## Saved data entries

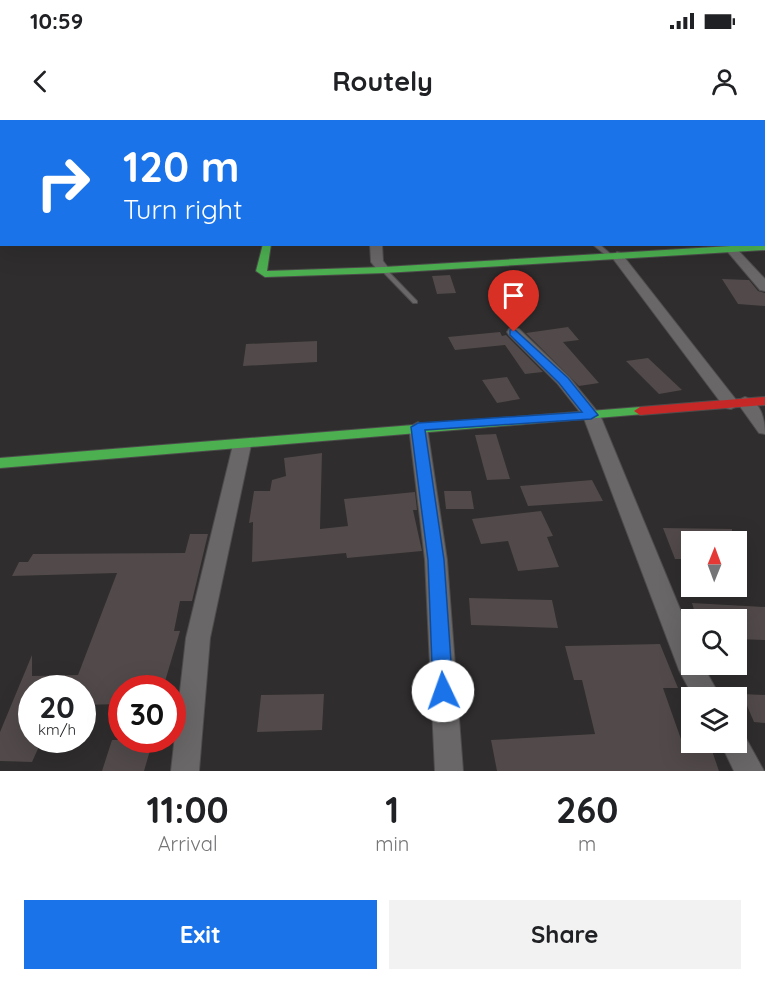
<!DOCTYPE html>
<html lang="en">
<head>
<meta charset="utf-8">
<style>
	body { margin:0; font-family:Quicksand,sans-serif; background:#f2f2f2; color:#202124; height:100vh; display:flex; flex-direction:column; font-size:22px; white-space:nowrap }
	* { box-sizing:border-box; margin:0 }
	p { font-size:20px; color:#757577 }
	.icon { flex:none; width:33px; height:33px; fill:none; stroke:currentColor; stroke-width:2; stroke-linecap:round; stroke-linejoin:round }
	.map { position:relative; height:651px; overflow:hidden }
	.drawer { display:flex; flex-direction:column; background:#fff; flex:1 }
	.drawer>* { flex:none }
	.banner { position:absolute; left:0px; top:0px; width:765px; height:126px; box-shadow:0 6px 24px #0002; background:#1a73e8; color:#fff; overflow:hidden }
	.needle { width:39px; rotate:1deg }
	.tools { position:absolute; left:681px; top:411px; display:grid; gap:12px }
	.tools a { display:grid; place-items:center; width:66px; height:66px; border-radius:0px; background:#fff; box-shadow:0 6px 24px #0002; font-size:30px }
	.speed { position:absolute; left:18px; top:555px; display:flex; gap:12px; font-size:30px; font-weight:700; text-align:center }
	.speed>* { display:grid; place-content:center; width:78px; height:78px; border-radius:50%; background:#fff; box-shadow:0 6px 24px #0002; line-height:1 }
	.speed small { font-size:15px; font-weight:400 }
	.speed .limit { border:9px solid #d22; background:#fff; color:#111 }
	.pin { position:absolute; display:grid; place-items:center; width:51px; height:51px; color:#fff; margin:-62px -26px; border-radius:50% 50% 50% 0; rotate:-45deg; box-shadow:0 0 6px #0007 }
	.pin .icon { rotate:45deg }
	.me { position:absolute; width:66px; margin:-33px; rotate:357deg; stroke-linejoin:round; filter:drop-shadow(0 0 4px #0008) }
	.turn { display:flex; align-items:center; gap:21px; height:126px; padding:0 24px; font-size:27px }
	.turn .icon { width:78px; height:78px; stroke-width:2.5 }
	.turn b { display:block; font-size:42px; line-height:51px }
	.eta { display:flex; justify-content:space-evenly; align-items:center; height:102px; text-align:center }
	.eta b { font-size:36px; font-weight:800; line-height:42px }
	.primary-button { display:flex; gap:12px; margin-top:auto; padding:12px 24px }
	.primary-button a { flex:1; height:69px; border-radius:0px; background:#1a73e8; color:#fff; font-size:24px; font-weight:800; line-height:69px; text-align:center }
	.primary-button a+a { background:#f2f2f2; color:#202124 }
	.status { display:flex; justify-content:space-between; align-items:center; height:42px; padding:0 30px; background:#fff; direction:ltr }
	.status svg { height:16px; fill:currentColor }
	header { display:flex; justify-content:space-between; align-items:center; height:78px; padding:0 24px; background:#fff; font-size:27px; font-weight:800 }
	.map>svg:first-child { display:block }
	.lines { fill:none; stroke-linecap:round; stroke-linejoin:round }
	.stream { stroke:#2a141f; stroke-width:2 }
	.building { fill:#51494a }
	.lane-casing { stroke:#4d4b4b; stroke-width:2 }
	.street-casing { stroke:#4d4b4b; stroke-width:2 }
	.fast-casing { stroke:#4d4b4b; stroke-width:2 }
	.jam-casing { stroke:#4d4b4b; stroke-width:2 }
	.lane { fill:#696767; fill-rule:evenodd }
	.street { fill:#696767; fill-rule:evenodd }
	.fast { fill:#4caf50; fill-rule:evenodd }
	.jam { fill:#c62828; fill-rule:evenodd }
	.route { fill:#1a73e8; stroke:#114b97; stroke-width:1.5 }
</style>
</head>
<body>
<div class="status"><b>10:59</b><svg viewBox="0 0 49 12"><path d="M0 12V9h3v3zM5 12V6h3v6zM10 12V3h3v9zM15 12V0h3v12zM26 1h20v11H26zM47 4h2v5h-2z"/></svg></div>
<header><svg class="icon" aria-label="back" viewBox="0 0 24 24"><path d="M15 5l-7 7 7 7"/></svg>Routely<svg class="icon" aria-label="person" viewBox="0 0 24 24"><circle cx="12" cy="8" r="4"/><path d="M4 21q1-7 8-7t8 7"/></svg></header>
<div class="map">
<svg width="765" height="651" viewBox="0 0 765 651">
	<rect width="100%" height="100%" fill="#2f2d2d"/>
	<g class="lines">
		<!-- stream -->
		<path class="stream" d="M 99,2 L 102,0"/>
	</g>
	<!-- building -->
	<path class="building" d="M 450,155 L 456,173 L 437,174 L 432,156 Z
		M 722,159 L 749,160 L 758,171 L 765,173 L 765,186 L 738,184 Z
		M 568,207 L 579,220 L 563,222 L 599,263 L 579,266 L 526,213 Z
		M 500,212 L 502,216 L 506,215 L 543,252 L 525,254 L 505,225 L 455,230 L 448,217 Z
		M 317,221 L 317,242 L 243,246 L 246,224 Z
		M 648,238 L 682,270 L 659,274 L 626,241 Z
		M 507,257 L 520,279 L 497,283 L 482,260 Z
		M 496,314 L 510,359 L 487,360 L 475,315 Z
		M 322,333 L 320,409 L 348,406 L 344,379 L 415,372 L 417,390 L 413,390 L 422,431 L 347,438 L 346,433 L 252,442 L 253,402 L 249,403 L 254,371 L 270,371 L 272,360 L 286,356 L 284,338 Z
		M 592,360 L 603,381 L 528,386 L 520,366 Z
		M 444,371 L 471,371 L 474,389 L 446,389 Z
		M 541,391 L 553,416 L 547,417 L 559,447 L 518,451 L 508,421 L 481,424 L 472,399 Z
		M 663,408 L 732,409 L 732,422 L 692,422 L 692,439 L 675,439 Z
		M 190,414 L 208,414 L 192,481 L 180,481 L 174,511 L 180,511 L 163,568 L 122,568 L 122,584 L 82,585 L 82,568 L 32,568 L 32,620 L 42,620 L 32,642 L 0,641 L 0,612 L 32,535 L 32,556 L 78,555 L 117,453 L 12,456 L 19,442 L 28,442 L 33,434 L 185,433 Z
		M 469,478 L 552,480 L 558,508 L 471,505 Z
		M 692,483 L 765,487 L 765,520 L 736,519 L 736,500 L 697,500 Z
		M 660,524 L 678,568 L 663,568 L 682,622 L 709,622 L 719,651 L 497,651 L 491,620 L 595,614 L 582,560 L 574,560 L 565,526 Z
		M 324,574 L 322,610 L 257,612 L 261,575 Z
		M 742,574 L 765,575 L 765,603 L 754,602 Z
		M 112,620 L 153,620 L 144,651 L 102,651 Z"/>
	<g class="lines">
		<defs>
			<path id="lane" d="M 592,124 L 599,124 L 613,136 L 608,137 Z
				M 384,148 L 386,149 L 417,181 L 417,183 L 413,183 L 382,151 L 381,150 Z"/>
			<path id="street" d="M 351,0 L 359,0 L 349,2 Z
				M 404,0 L 423,0 L 426,2 L 405,2 Z
				M 558,0 L 566,0 L 557,2 Z
				M 626,0 L 634,0 L 635,2 L 627,2 Z
				M 764,25 L 765,25 L 765,31 L 764,30 Z
				M 764,55 L 765,55 L 765,61 L 764,61 Z
				M 764,88 L 765,88 L 765,95 L 764,95 Z
				M 370,124 L 382,124 L 383,141 L 390,150 L 388,153 L 380,153 L 371,142 Z
				M 727,127 L 735,127 L 765,159 L 765,171 L 760,170 L 727,131 Z
				M 617,132 L 621,133 L 737,281 L 745,277 C 761,281 765,300 765,314 L 759,313 L 739,285 L 731,289 L 725,288 L 611,136 Z
				M 514,208 L 519,209 L 569,257 L 600,295 L 692,518 L 692,544 L 702,544 L 721,578 L 694,578 L 679,550 L 583,296 L 557,263 L 509,215 L 507,212 L 509,209 Z
				M 418,302 L 427,307 L 447,440 L 463,651 L 435,651 L 425,440 L 409,307 Z
				M 242,319 L 251,325 L 210,518 L 199,651 L 171,651 L 186,518 L 233,325 Z
				M 736,610 L 743,613 L 764,651 L 734,651 L 720,622 L 736,622 Z"/>
			<path id="fast" d="M 263,124 L 271,124 L 267,151 L 384,147 L 765,124 L 765,130 L 384,153 L 265,157 L 256,151 Z
				M 640,287 L 646,291 L 644,294 L 0,348 L 0,338 Z"/>
			<path id="jam" d="M 765,277 L 765,285 L 640,295 L 634,291 L 640,287 Z"/>
		</defs>
		<!-- lane casing -->
		<use href="#lane" class="lane-casing"/>
		<!-- street casing -->
		<use href="#street" class="street-casing"/>
		<!-- fast casing -->
		<use href="#fast" class="fast-casing"/>
		<!-- jam casing -->
		<use href="#jam" class="jam-casing"/>
		<!-- lane -->
		<use href="#lane" class="lane"/>
		<!-- street -->
		<use href="#street" class="street"/>
		<!-- fast -->
		<use href="#fast" class="fast"/>
		<!-- jam -->
		<use href="#jam" class="jam"/>
	</g>
	<!-- route -->
	<path class="route" d="M 514,209 L 568,258 L 598,295 L 591,299 L 425,310 L 444,440 L 453,571 L 450,577 L 443,579 L 436,577 L 433,571 L 428,440 L 411,307 L 418,303 L 582,292 L 559,263 L 510,215 L 510,210 Z"/>
</svg>
<div class="tools">
<a><svg class="needle" viewBox="-14 -14 28 28"><path d="M0-13l5 13h-10z" fill="#e53935"/><path d="M0 13l5-13h-10z" fill="#757577"/></svg></a>
<a><svg class="icon" aria-label="search" viewBox="0 0 24 24"><circle cx="10" cy="10" r="6"/><path d="M15 15l6 6"/></svg></a>
<a><svg class="icon" aria-label="layers" viewBox="0 0 24 24"><path d="M12 4l9 5-9 5-9-5zM3 14l9 5 9-5"/></svg></a>
</div>
<div class="speed"><div>20<small>km/h</small></div><div class="limit">30</div></div>
<div class="pin" style="left:514px;top:212px;background:#d93025"><svg class="icon" aria-label="arrive" viewBox="0 0 24 24"><path d="M6 21V4h12l-3 4 3 4H6"/></svg></div>
<svg class="me" style="left:443px;top:571px" viewBox="-20 -20 40 40"><circle r="19" fill="#fff"/><path d="M0-13L10 11 0 6-10 11z" fill="#1a73e8"/></svg>
<div class="banner">
<div class="turn"><svg class="icon" aria-label="right" viewBox="0 0 24 24"><path d="M7 20v-9h11M14 6l5 5-5 5"/></svg><div><b>120 m</b>Turn right</div></div>
</div>
</div>
<section class="drawer">
<div class="eta">
<div><b>11:00</b><p>Arrival</p></div>
<div><b>1</b><p>min</p></div>
<div><b>260</b><p>m</p></div>
</div>
<div class="primary-button"><a>Exit</a><a>Share</a></div>
</section>
</body>
</html>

## ACTIVITY
Please filter the entries for the word "column" and copy the lines that have it.

## SOLUTION FOR THIS TASK
	body { margin:0; font-family:Quicksand,sans-serif; background:#f2f2f2; color:#202124; height:100vh; display:flex; flex-direction:column; font-size:22px; white-space:nowrap }
	.drawer { display:flex; flex-direction:column; background:#fff; flex:1 }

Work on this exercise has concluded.